Input: S = “GeeksForGeeks”
Output: FGGeeeekkorss

Approach: The idea to solve this problem is to maintain an array to store the frequency of each character and then adding them accordingly in the resultant string. Since there are at max 256 characters which makes the space complexity constant.

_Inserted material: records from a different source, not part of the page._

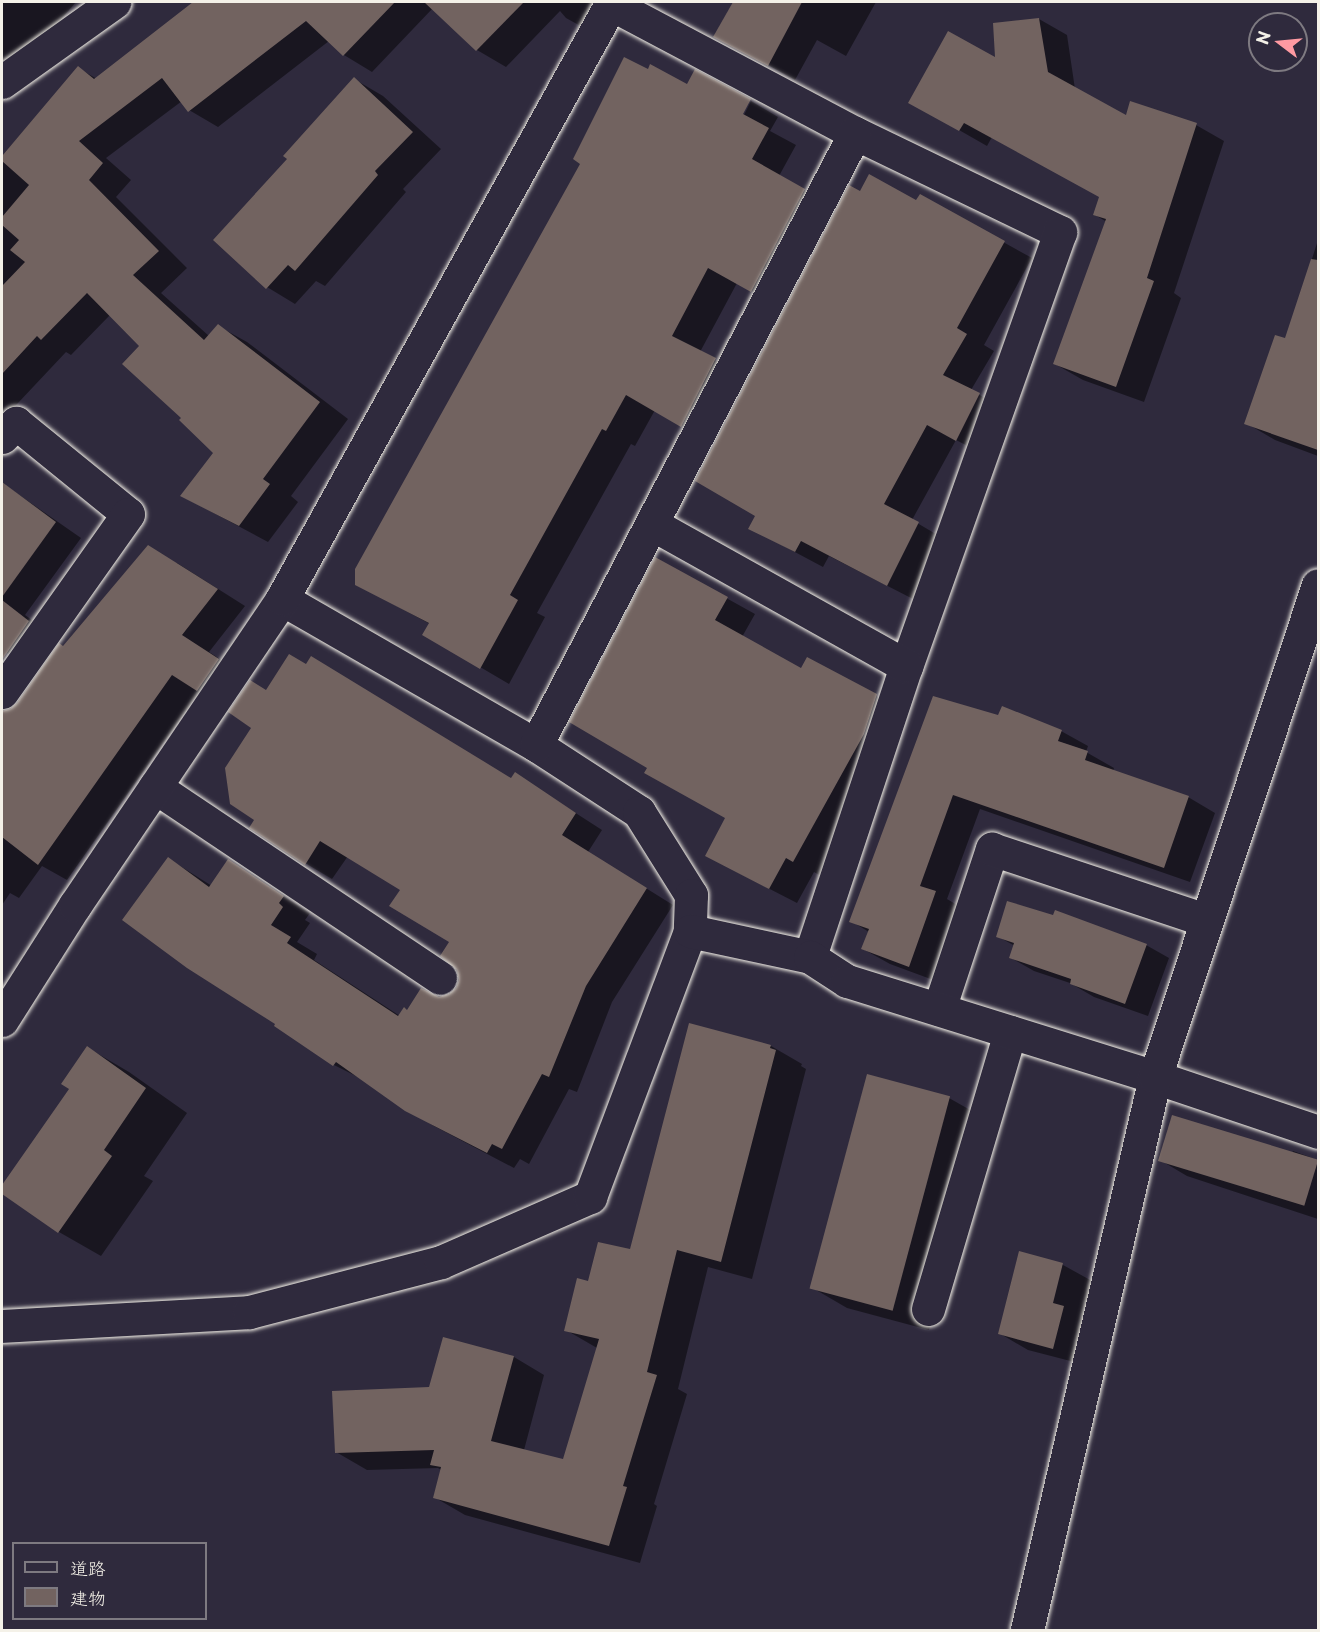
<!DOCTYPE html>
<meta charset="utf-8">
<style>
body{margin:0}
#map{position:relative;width:1320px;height:1632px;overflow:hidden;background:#2f2a3d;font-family:"Playpen Sans","Klee One",sans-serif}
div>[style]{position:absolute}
.shadow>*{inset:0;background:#0007}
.building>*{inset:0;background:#726360;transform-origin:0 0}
.roads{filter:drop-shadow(0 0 2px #f4f1e8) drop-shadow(0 0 2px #f4f1e8)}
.minor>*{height:33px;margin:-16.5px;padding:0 16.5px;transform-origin:16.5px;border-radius:16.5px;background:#2f2a3d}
span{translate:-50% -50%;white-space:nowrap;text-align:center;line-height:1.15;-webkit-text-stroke:4.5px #2f2a3d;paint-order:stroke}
.frame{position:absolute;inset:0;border:3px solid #f4f1e8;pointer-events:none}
.legend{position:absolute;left:12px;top:1542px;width:195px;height:78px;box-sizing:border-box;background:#2f2a3d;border:2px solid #7e7a81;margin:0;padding:8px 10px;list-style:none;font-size:18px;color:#f4f1e8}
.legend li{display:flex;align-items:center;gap:12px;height:30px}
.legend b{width:30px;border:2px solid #7e7a81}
.north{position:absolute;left:1248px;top:12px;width:60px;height:60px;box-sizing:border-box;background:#2f2a3d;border:2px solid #7e7a81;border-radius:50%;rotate:286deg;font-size:16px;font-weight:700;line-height:24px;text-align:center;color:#f4f1e8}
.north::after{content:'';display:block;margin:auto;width:21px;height:27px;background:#ff9aa2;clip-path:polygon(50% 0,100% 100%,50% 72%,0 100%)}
</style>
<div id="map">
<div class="shadow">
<div style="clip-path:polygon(2px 2px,76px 2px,25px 61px,2px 68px)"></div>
<div style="clip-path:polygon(198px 2px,622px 2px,595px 34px,566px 18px,560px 11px,506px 67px,477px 50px,433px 8px,372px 72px,344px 55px,329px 41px,218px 127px,189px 110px,182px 101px,106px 158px,131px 180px,116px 197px,187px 268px,161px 293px,209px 336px,218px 326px,247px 342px,348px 419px,291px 496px,298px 502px,268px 542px,182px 496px,215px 452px,183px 418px,141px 346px,110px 315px,71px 355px,66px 352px,2px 420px,2px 156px,78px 68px,97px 79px)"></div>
<div style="clip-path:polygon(735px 2px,876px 2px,846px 56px,817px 40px,795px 80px,715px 36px)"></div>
<div style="clip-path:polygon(1039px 19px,1067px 35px,1075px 89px,1127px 117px,1196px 125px,1224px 141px,1174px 293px,1181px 298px,1144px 402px,1083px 380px,1055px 364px,1107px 222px,1095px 215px,1101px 197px,992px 137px,987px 146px,938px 118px)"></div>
<div style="clip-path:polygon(354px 79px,383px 96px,441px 149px,403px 189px,406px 192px,325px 286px,316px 281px,295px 304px,267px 287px,289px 159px)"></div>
<div style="clip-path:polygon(751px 101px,778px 117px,770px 131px,796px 145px,779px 176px,832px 206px,780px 307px,737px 283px,700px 352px,744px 376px,709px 441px,655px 410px,635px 446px,631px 444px,537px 613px,545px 617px,509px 684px,424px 634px,430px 624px,356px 584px,738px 120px,741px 121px)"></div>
<div style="clip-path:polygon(860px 193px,917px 202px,920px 196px,1032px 258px,984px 345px,994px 351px,971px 390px,1007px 411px,985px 455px,956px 440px,912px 520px,946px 540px,915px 600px,829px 556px,823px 567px,750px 528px,757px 516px)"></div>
<div style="clip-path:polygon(1318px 240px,1318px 456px,1275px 440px,1246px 423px,1286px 340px)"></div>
<div style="clip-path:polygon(2px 483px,81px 538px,25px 615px,55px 637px,33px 669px,2px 650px)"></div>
<div style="clip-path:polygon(656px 559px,755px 614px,742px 637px,801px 670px,876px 696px,904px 712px,821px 876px,814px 872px,797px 903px,735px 871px,727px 818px,649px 767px)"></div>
<div style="clip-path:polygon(177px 563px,245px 606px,209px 652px,246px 676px,200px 691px,67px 880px,42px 866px,19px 898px,10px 893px,2px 905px,2px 748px,48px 685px,64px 648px)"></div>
<div style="clip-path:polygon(267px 691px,512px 780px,515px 774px,602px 830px,588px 852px,673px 905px,612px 1002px,577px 1092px,569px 1089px,529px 1164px,520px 1159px,514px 1168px,434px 1126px,362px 1079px,334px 1065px,278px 1024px,169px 859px,212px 886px,229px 861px,310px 913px,305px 920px,310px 923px,297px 942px,317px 954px,314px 960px,400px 1016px,448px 996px,456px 990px,460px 980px,451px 942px,402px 889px,348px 856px,332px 879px,305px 863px,256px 819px,254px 727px)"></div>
<div style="clip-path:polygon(999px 717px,1061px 731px,1088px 746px,1086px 752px,1114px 768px,1113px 771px,1188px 797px,1215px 813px,1190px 882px,980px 809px,947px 899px,962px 908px,936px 981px,890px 964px,863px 949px,869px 932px,851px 921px)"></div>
<div style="clip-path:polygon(997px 936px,1146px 945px,1169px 958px,1148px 1016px,1094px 997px,1070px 983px,1034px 971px,1011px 958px,1015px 946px)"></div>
<div style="clip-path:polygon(690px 1025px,771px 1046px,802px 1064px,801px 1066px,806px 1069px,752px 1279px,708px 1267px,678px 1389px,687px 1394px,654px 1504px,657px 1506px,640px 1563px,465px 1515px,434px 1497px,441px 1470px,438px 1468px,367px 1470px,336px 1452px,430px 1388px,514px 1357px,544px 1375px,524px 1450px,564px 1461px,597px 1348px,566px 1330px,590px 1283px,631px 1251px)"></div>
<div style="clip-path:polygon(88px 1048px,129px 1072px,187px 1113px,144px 1176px,153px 1181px,101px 1256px,59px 1232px,2px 1192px,2px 1188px,71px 1089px)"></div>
<div style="clip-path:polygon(949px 1098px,986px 1119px,929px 1330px,847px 1308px,811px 1287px)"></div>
<div style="clip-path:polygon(1293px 1151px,1318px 1160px,1318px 1219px,1187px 1176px,1160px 1160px,1292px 1153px)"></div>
<div style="clip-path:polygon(1020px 1253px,1063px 1265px,1092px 1281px,1082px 1318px,1092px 1324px,1082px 1364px,1028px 1350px,999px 1333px)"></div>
</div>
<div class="building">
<div style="clip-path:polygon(193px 2px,395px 2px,343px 56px,306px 21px,188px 112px,162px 78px,79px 141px,103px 163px,89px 180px,159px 251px,133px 275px,204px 340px,218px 324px,320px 402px,263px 479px,270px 484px,239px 526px,180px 496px,213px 453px,179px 420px,181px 418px,122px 364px,139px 346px,87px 293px,41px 340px,37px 336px,2px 374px,2px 286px,25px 262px,10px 250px,19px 240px,2px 225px,2px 217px,29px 185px,2px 161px,2px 156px,78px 66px,94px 79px)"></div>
<div style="clip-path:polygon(424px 2px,524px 2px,476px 51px)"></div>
<div style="clip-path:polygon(733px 2px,802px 2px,768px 66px,713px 37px)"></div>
<div style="clip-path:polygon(1039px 18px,1048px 72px,1126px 115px,1130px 101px,1197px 123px,1147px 278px,1154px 281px,1116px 387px,1053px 364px,1106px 219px,1093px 215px,1099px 197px,964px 123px,959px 131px,908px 103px,948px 31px,995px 57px,993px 23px)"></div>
<div style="clip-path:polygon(624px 57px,648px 69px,650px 64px,687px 84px,695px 69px,751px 99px,743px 114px,769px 128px,752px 159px,805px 189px,751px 292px,708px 268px,672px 336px,716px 358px,681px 427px,626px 395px,606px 431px,602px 429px,510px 595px,518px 600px,480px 669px,422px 635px,429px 623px,355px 585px,355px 569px,580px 164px,573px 159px)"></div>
<div style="clip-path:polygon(354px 77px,413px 132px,375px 171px,378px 175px,295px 271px,288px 265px,266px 289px,213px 240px,287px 159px,283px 156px)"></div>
<div style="clip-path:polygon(869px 174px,916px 200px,920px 194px,1005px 241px,957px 328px,967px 334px,943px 375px,980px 393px,956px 441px,927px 425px,884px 504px,919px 522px,887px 586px,801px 541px,795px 552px,748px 529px,755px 516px,695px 481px,849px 185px,860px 191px)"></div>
<div style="clip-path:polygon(1311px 259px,1318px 260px,1318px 450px,1244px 424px,1275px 335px,1285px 338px)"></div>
<div style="clip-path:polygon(2px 482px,56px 522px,2px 597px)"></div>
<div style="clip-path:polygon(148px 545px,218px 589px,182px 635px,219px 659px,197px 691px,172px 675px,38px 865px,2px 837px,2px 711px,10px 709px,17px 703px,59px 643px,63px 646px)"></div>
<div style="clip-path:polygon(655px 557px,728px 597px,715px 620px,801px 668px,807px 657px,877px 694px,864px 734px,793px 862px,786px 858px,769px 889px,705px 856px,725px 818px,644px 773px,647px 768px,569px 722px)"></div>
<div style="clip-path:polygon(2px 600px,29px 621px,2px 660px)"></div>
<div style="clip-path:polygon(289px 654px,306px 664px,311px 656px,511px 778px,515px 772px,576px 813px,562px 835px,647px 888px,586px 986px,549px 1077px,542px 1074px,502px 1149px,492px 1144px,487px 1153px,405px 1111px,336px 1062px,333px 1066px,274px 1026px,275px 1024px,187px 968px,122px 920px,168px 857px,209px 887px,228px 859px,284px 896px,279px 903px,283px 907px,271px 925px,291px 937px,287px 943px,398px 1016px,404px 1007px,407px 1010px,421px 988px,439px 997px,449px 994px,456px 988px,459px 980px,457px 970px,440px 956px,449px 942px,389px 906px,400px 890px,320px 841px,305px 865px,249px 828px,254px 820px,230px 804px,225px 768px,251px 728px,228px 712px,250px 680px,266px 690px)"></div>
<div style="clip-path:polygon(933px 696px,998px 715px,1002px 706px,1062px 730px,1058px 741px,1088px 751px,1085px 760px,1189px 796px,1164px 868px,953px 795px,920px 886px,936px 891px,909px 967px,861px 949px,869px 929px,849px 922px)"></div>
<div style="clip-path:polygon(1007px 901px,1053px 915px,1055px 910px,1147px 944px,1125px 1004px,1070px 984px,1071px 979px,1009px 958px,1014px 943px,996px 937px)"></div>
<div style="clip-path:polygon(689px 1023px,771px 1045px,770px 1048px,776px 1050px,721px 1262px,677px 1250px,647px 1372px,657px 1375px,623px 1486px,627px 1487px,609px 1546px,433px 1498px,441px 1467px,430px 1465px,434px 1450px,335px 1453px,332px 1391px,429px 1387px,443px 1337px,514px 1356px,491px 1441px,563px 1459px,599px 1339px,564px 1331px,577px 1278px,588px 1281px,598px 1242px,630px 1249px)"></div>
<div style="clip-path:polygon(87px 1046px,146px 1088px,104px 1150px,112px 1156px,58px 1233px,2px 1194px,2px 1185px,69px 1089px,61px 1084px)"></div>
<div style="left:867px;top:1074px;width:86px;height:222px;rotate:15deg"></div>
<div style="left:1172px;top:1115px;width:153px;height:48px;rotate:17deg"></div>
<div style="clip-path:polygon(1019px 1251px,1063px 1263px,1053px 1303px,1064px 1306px,1053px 1349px,998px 1334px)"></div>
</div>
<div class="roads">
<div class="minor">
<div style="left:611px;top:4px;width:276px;rotate:27.9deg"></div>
<div style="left:855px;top:133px;width:228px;rotate:25.8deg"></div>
<div style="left:1060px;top:232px;width:461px;rotate:109.5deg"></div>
<div style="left:906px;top:666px;width:306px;rotate:108.3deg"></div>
<div style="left:2px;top:82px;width:138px;rotate:-35.5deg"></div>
<div style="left:2px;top:437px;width:20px;rotate:-45deg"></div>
<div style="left:16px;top:423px;width:144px;rotate:39.1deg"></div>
<div style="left:128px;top:514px;width:218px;rotate:125.3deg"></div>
<div style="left:652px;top:524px;width:291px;rotate:29.2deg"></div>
<div style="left:282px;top:599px;width:293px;rotate:29.9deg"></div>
<div style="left:536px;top:745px;width:123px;rotate:33deg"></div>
<div style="left:639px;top:812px;width:98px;rotate:57.9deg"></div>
<div style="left:691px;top:895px;width:36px;rotate:92deg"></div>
<div style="left:536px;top:745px;width:690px;rotate:-62.47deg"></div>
<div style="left:155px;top:787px;width:343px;rotate:33.8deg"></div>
<div style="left:939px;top:1009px;width:169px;rotate:-71.7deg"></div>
<div style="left:992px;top:849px;width:225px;rotate:18.4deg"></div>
<div style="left:2px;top:1020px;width:136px;rotate:-57.6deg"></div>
<div style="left:75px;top:905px;width:369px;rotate:-55.9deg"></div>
<div style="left:282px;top:599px;width:682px;rotate:-61.07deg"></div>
<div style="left:928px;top:1309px;width:289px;rotate:-73.5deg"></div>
<div style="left:2px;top:1326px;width:247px;rotate:-3.2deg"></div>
<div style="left:249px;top:1312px;width:198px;rotate:-14.6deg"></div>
<div style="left:441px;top:1262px;width:163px;rotate:-23.6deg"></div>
<div style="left:590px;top:1197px;width:284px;rotate:-69.4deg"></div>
<div style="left:690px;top:931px;width:123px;rotate:12.2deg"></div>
<div style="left:810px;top:957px;width:44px;rotate:33deg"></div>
<div style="left:847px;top:981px;width:323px;rotate:17.3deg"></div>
<div style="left:1155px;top:1077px;width:172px;rotate:18.6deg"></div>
<div style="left:1027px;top:1630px;width:568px;rotate:-76.97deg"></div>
<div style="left:1155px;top:1077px;width:518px;rotate:-71.67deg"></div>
</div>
</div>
<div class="frame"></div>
<ul class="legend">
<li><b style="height:8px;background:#2f2a3d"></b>道路</li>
<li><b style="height:16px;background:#726360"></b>建物</li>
</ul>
<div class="north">N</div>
</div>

Follow the steps below to solve this problem:

  • Initialize a vector freq[] of size 256 with values 0 to store the frequency of each character of the string.
  • Iterate over the range [0, N) using the variable i and increase the count of s[i] in the array freq[] by 1.
  • Make the string S as an empty string.
  • Iterate over the range [0, N) using the variable i and iterate over the range [0, freq[i]) using the variable j and add the character corresponding to the i-th ASCII value in the string s[].
  • After performing the above steps, print the string S as the result.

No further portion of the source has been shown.